Para efeitos de aplicação da Diretiva Resíduos, os Estados-Membros são convidados a tomar decisões concretas para a gestão segura dos seus resíduos radioativos e do seu combustível irradiado, o que terá certamente um impacto nas transferências no interior da, com destino e origem na UE. Os relatórios futuros fornecerão então informações sobre a evolução das transferências de resíduos radioativos e de combustível irradiado.

Por último, não foi assinalado durante os três anos abrangidos pelo presente relatório qualquer acidente que desse origem a uma libertação de substâncias radioativas no ambiente, em relação com movimentos internos ou transfronteiriços de resíduos radioativos ou de combustível irradiado.

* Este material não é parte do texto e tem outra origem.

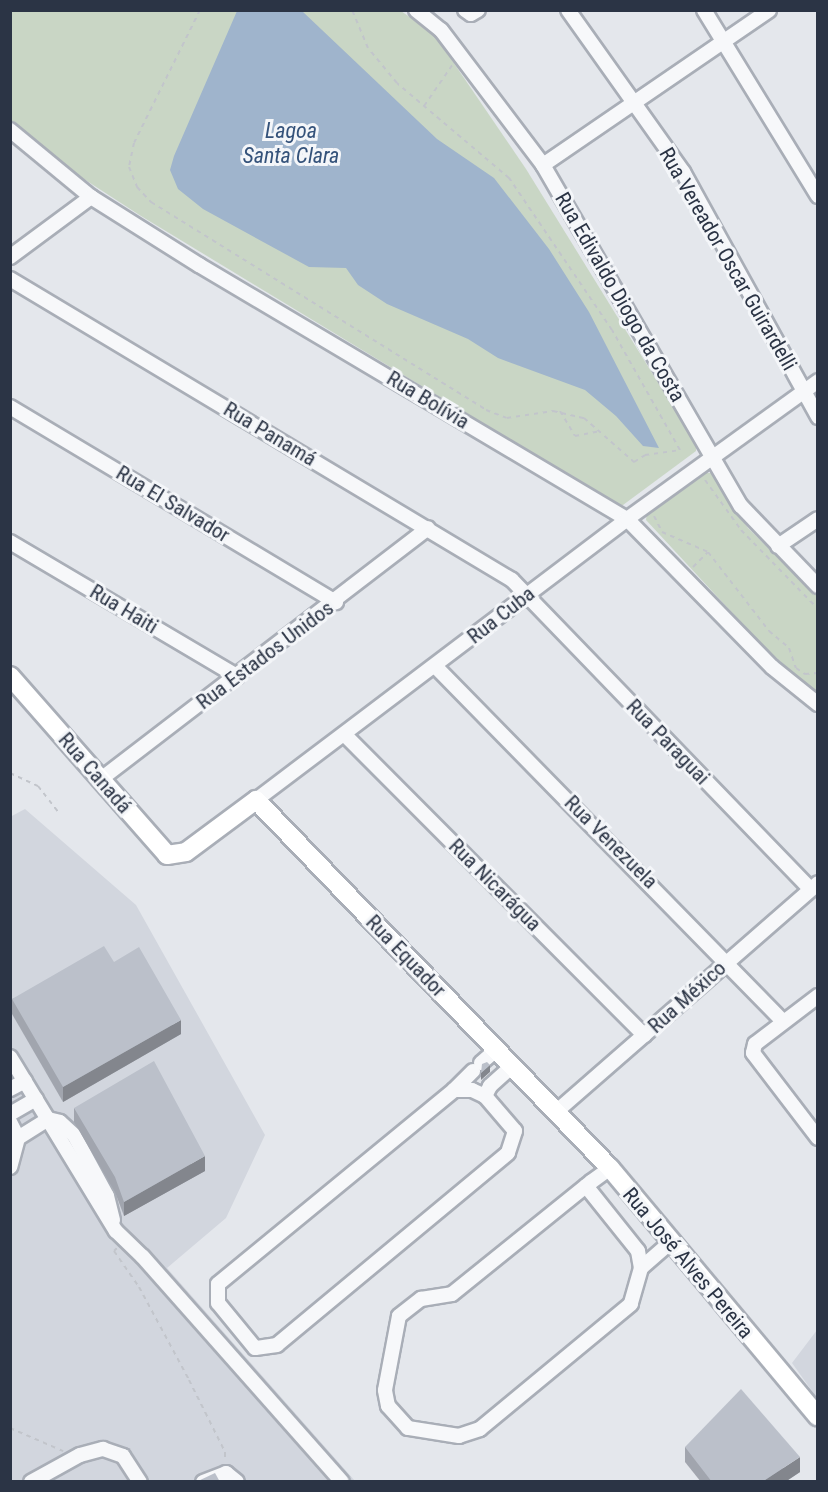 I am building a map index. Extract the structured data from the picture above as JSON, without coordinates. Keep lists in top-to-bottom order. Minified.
{"streets":{"main road":["Rua Cuba","Rua Canadá","Rua Equador","Rua José Alves Pereira"],"street":["Rua Vereador Oscar Guirardelli","Rua Edivaldo Diogo da Costa","Rua Bolívia","Rua Panamá","Rua El Salvador","Rua Haiti","Rua Estados Unidos","Rua Paraguai","Rua Venezuela","Rua Nicarágua","Rua México"]},"crossings":[["Rua Vereador Oscar Guirardelli","Rua Cuba"],["Rua Edivaldo Diogo da Costa","Rua Cuba"],["Rua Bolívia","Rua Cuba"],["Rua Panamá","Rua Cuba"],["Rua Panamá","Rua Estados Unidos"],["Rua Panamá","Rua Paraguai"],["Rua El Salvador","Rua Estados Unidos"],["Rua Haiti","Rua Estados Unidos"],["Rua Cuba","Rua Paraguai"],["Rua Cuba","Rua Canadá"],["Rua Cuba","Rua Venezuela"],["Rua Cuba","Rua Nicarágua"],["Rua Cuba","Rua Equador"],["Rua Estados Unidos","Rua Canadá"],["Rua Paraguai","Rua México"],["Rua Venezuela","Rua México"],["Rua Nicarágua","Rua México"],["Rua Equador","Rua México"],["Rua Equador","Rua José Alves Pereira"],["Rua México","Rua José Alves Pereira"]],"water":["Lagoa Santa Clara"]} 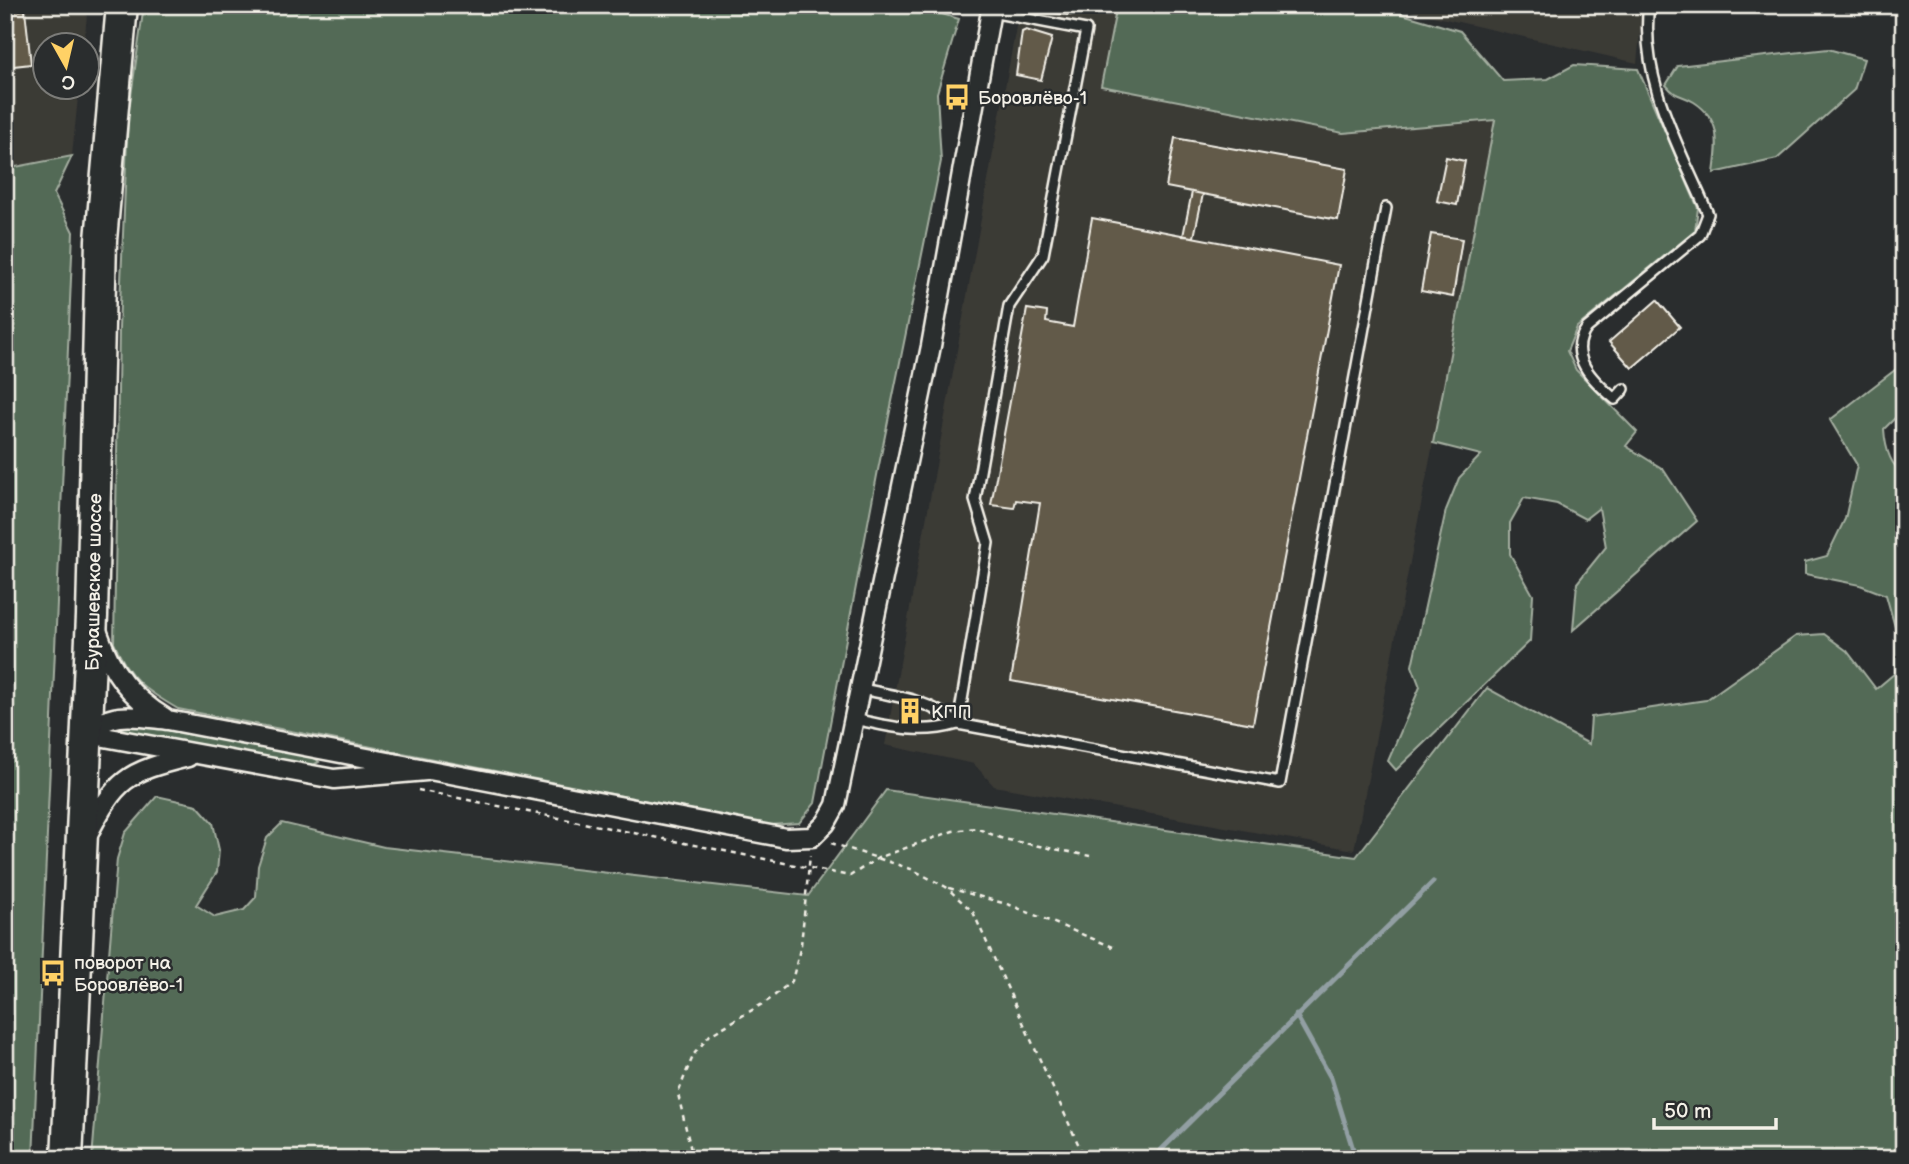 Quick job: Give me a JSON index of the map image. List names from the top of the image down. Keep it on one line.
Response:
{"streets":{"main road":["Бурашевское шоссе"]},"places":{"bus stop":["Боровлёво-1","поворот на Боровлёво-1"],"building":["КПП"]},"scale_bar":"50 m","north":"bottom"}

[1]                      JO L 337 de 5.12.2006, p. 21.

[2]               Os 14 Estados-Membros dotados de reatores nucleares em funcionamento são a Bélgica, a Bulgária, a República Checa, a Finlândia, a França, a Alemanha, a Hungria, os Países Baixos, a Roménia, a Eslováquia, a Espanha, a Suécia e o Reino Unido; a Itália e a Lituânia possuem apenas reatores nucleares em fase de encerramento.

[3]               Em especial a Diretiva do Conselho de 13 de maio de 1996, que fixa as normas de segurança de base relativas à proteção sanitária da população e dos trabalhadores contra os perigos resultantes das radiações ionizantes. JO L 159 de 29.6.1996, p. 1.

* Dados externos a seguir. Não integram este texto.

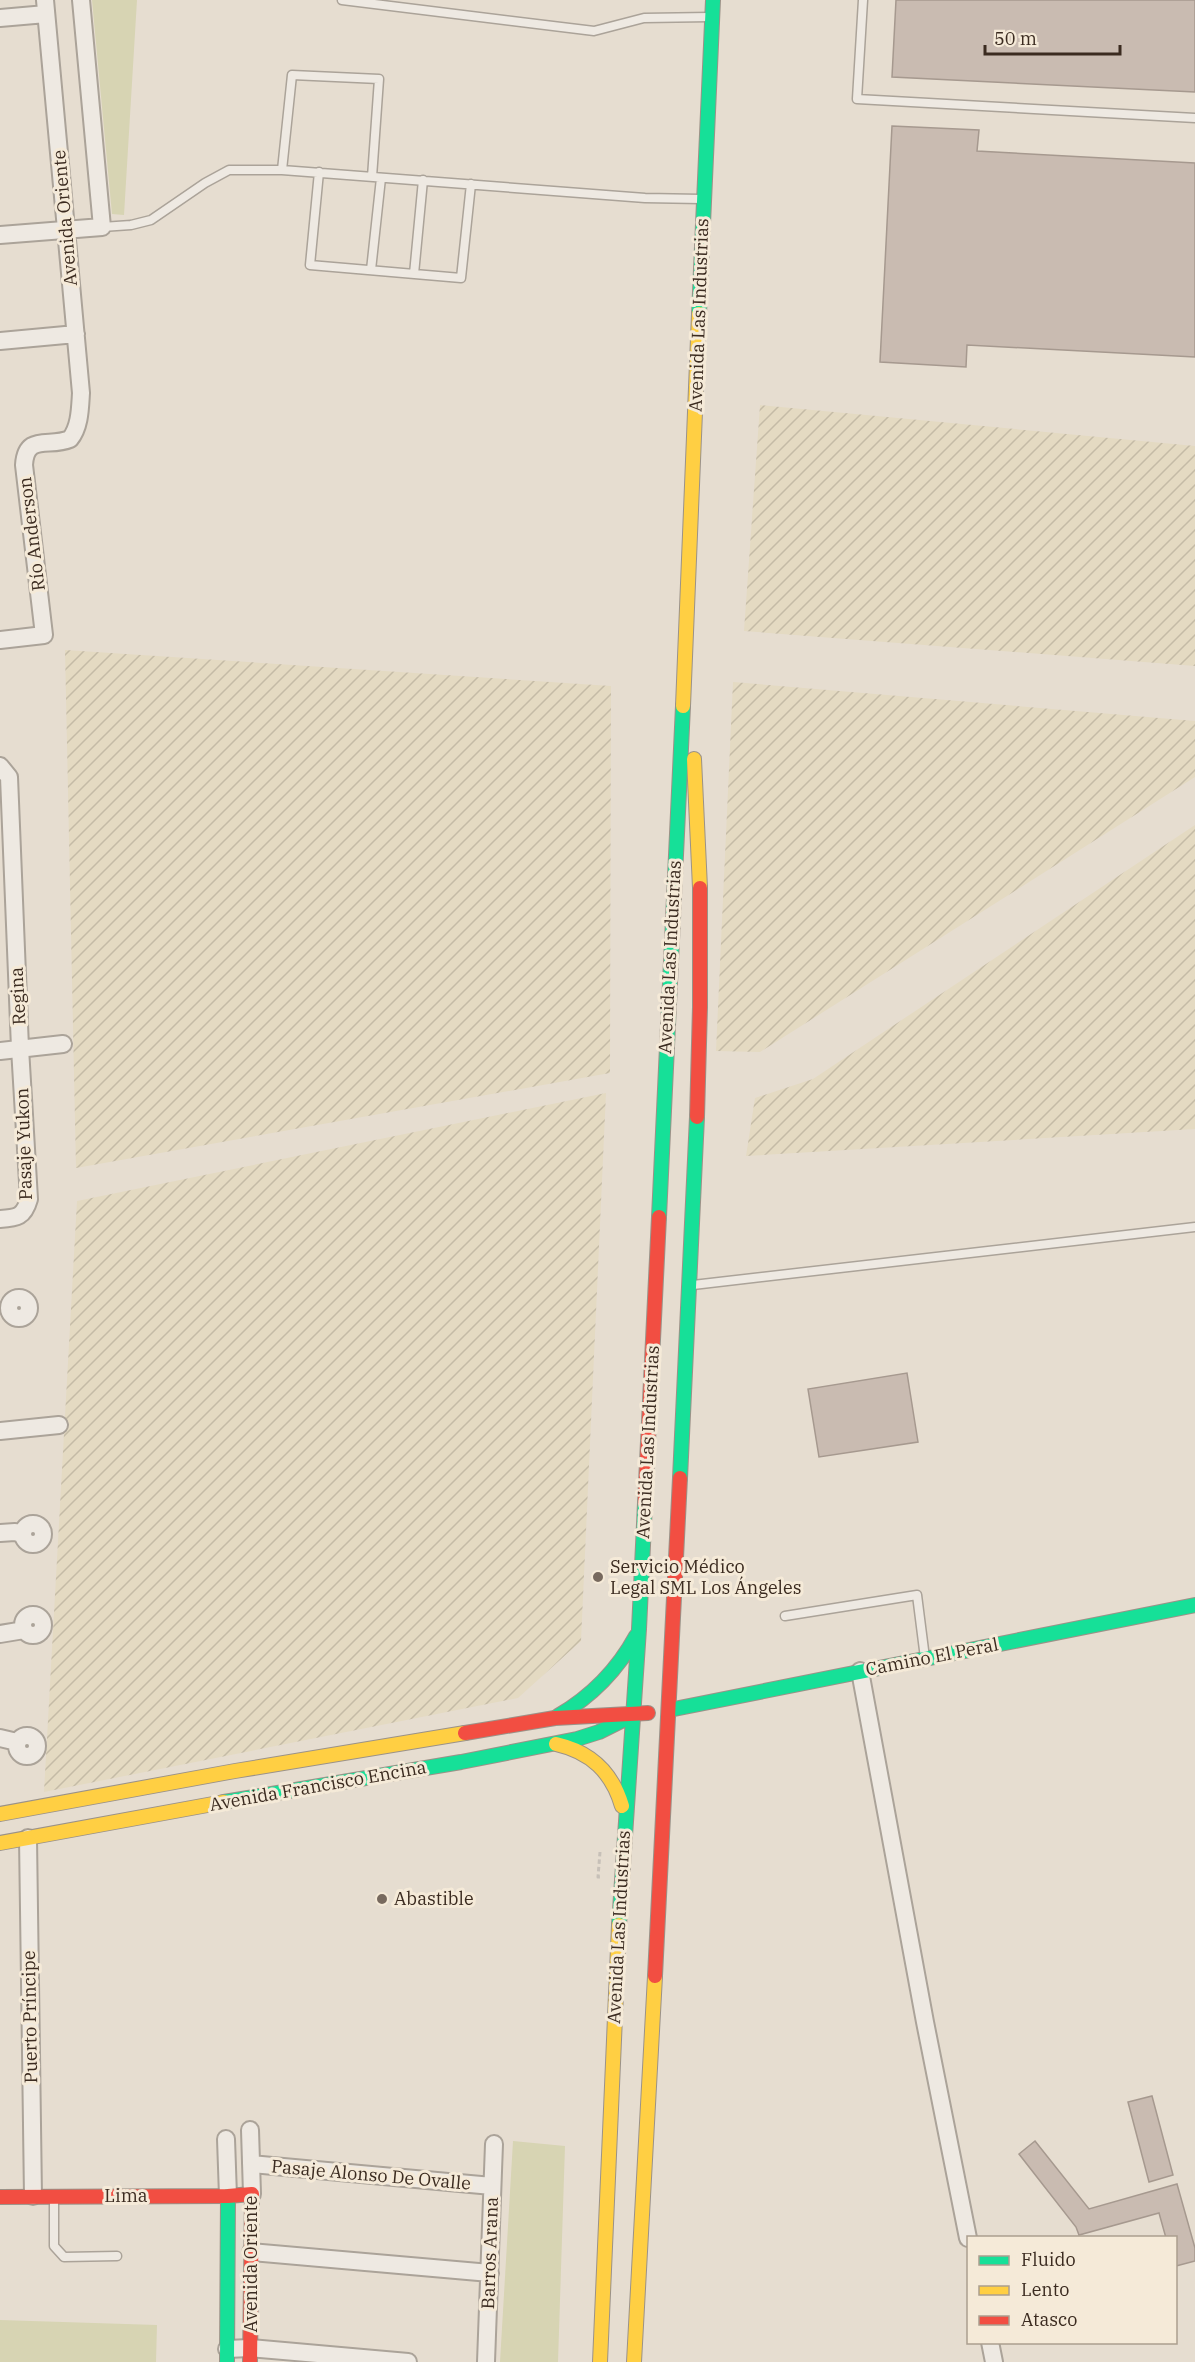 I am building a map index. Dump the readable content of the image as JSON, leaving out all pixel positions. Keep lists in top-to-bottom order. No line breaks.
{"streets":{"main road":["Avenida Oriente","Avenida Las Industrias","Camino El Peral","Avenida Francisco Encina","Lima"],"street":["Río Anderson","Regina","Pasaje Yukon","Puerto Príncipe","Pasaje Alonso De Ovalle","Barros Arana"]},"crossings":[["Avenida Oriente","Río Anderson"],["Avenida Oriente","Pasaje Alonso De Ovalle"],["Avenida Oriente","Lima"],["Avenida Las Industrias","Camino El Peral"],["Avenida Las Industrias","Avenida Francisco Encina"],["Regina","Pasaje Yukon"],["Camino El Peral","Avenida Francisco Encina"],["Avenida Francisco Encina","Puerto Príncipe"],["Puerto Príncipe","Lima"],["Pasaje Alonso De Ovalle","Barros Arana"]],"places":["Servicio Médico Legal SML Los Ángeles","Abastible"],"legend":["Fluido","Lento","Atasco"],"scale_bar":"50 m"}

[4]               Em especial a Convenção Conjunta da AIEA sobre a Segurança da Gestão do Combustível Irradiado e dos Resíduos Radioativos.

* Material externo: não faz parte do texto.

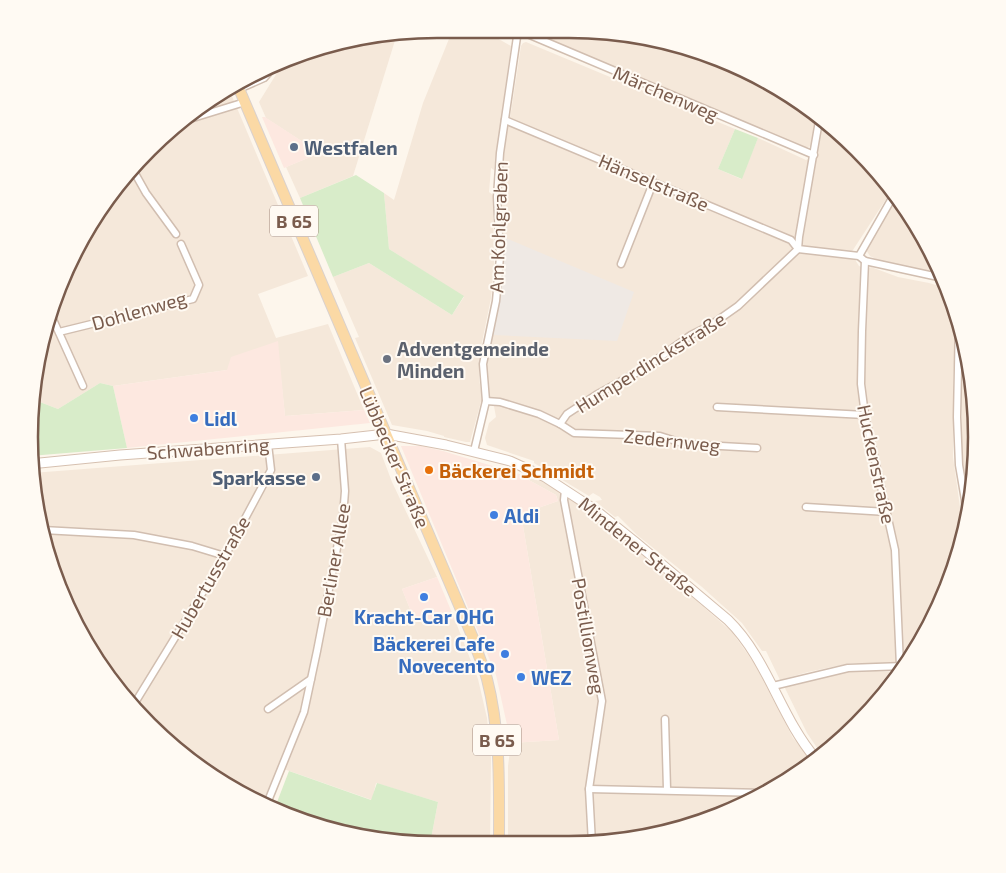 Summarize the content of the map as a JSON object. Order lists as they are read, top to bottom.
{
  "streets": {
    "main road": ["B 65", "Lübbecker Straße"],
    "street": [
      "Märchenweg",
      "Hänselstraße",
      "Am Kohlgraben",
      "Dohlenweg",
      "Humperdinckstraße",
      "Zedernweg",
      "Schwabenring",
      "Huckenstraße",
      "Mindener Straße",
      "Berliner Allee",
      "Hubertusstraße",
      "Postillionweg"
    ]
  },
  "crossings": [
    ["Hänselstraße", "Am Kohlgraben"],
    ["Hänselstraße", "Humperdinckstraße"],
    ["Am Kohlgraben", "Humperdinckstraße"],
    ["Am Kohlgraben", "Mindener Straße"],
    ["Humperdinckstraße", "Zedernweg"],
    ["Schwabenring", "Lübbecker Straße"],
    ["Schwabenring", "Mindener Straße"],
    ["Schwabenring", "Berliner Allee"],
    ["Schwabenring", "Hubertusstraße"],
    ["Lübbecker Straße", "Mindener Straße"],
    ["Mindener Straße", "Postillionweg"]
  ],
  "places": [
    "Westfalen",
    "Adventgemeinde Minden",
    "Lidl",
    "Bäckerei Schmidt",
    "Sparkasse",
    "Aldi",
    "Kracht-Car OHG",
    "Bäckerei Cafe Novecento",
    "WEZ"
  ]
}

[5]               Diretiva 92/3/Euratom do Conselho de 3 de fevereiro de 1992. JO L 35 de 12.2.1992, p. 24.

[6]               Diretiva 2006/117/Euratom do Conselho, de 20 de novembro de 2006, relativa à fiscalização e ao controlo das transferências de resíduos radioativos e de combustível nuclear irradiado.

[7]               Diretiva 2011/70/Euratom do Conselho, de 19 de julho de 2011, que estabelece um quadro comunitário para a gestão responsável e segura do combustível irradiado e dos resíduos radioativos. JO L 199 de 2.8.2011, p. 48.

[8]               Entende‑se por «detentor» qualquer pessoa singular ou coletiva que, antes de efetuar uma transferência de resíduos radioativos ou de combustível irradiado seja responsável, segundo a legislação nacional aplicável, por esses materiais e planeie efetuar a sua transferência para um destinatário.

[9]               JO L 107 de 17.4.2008, p. 32.

[10]             JO L 343 de 23.12.2011, p. 149.

[11]             JO L 177 de 8.7.2009, p. 5.

[12]             Materiais radioativos naturais (NORM).

[13]             Diretiva 2006/21/CE do Parlamento Europeu e do Conselho, de 15 de março de 2006.

[14]             Note-se que algumas autorizações são dadas para várias transferências a efetuar num período de tempo que pode ir além do atual período do relatório.

[15]             JO L 338 de 17.12.2008, p. 69.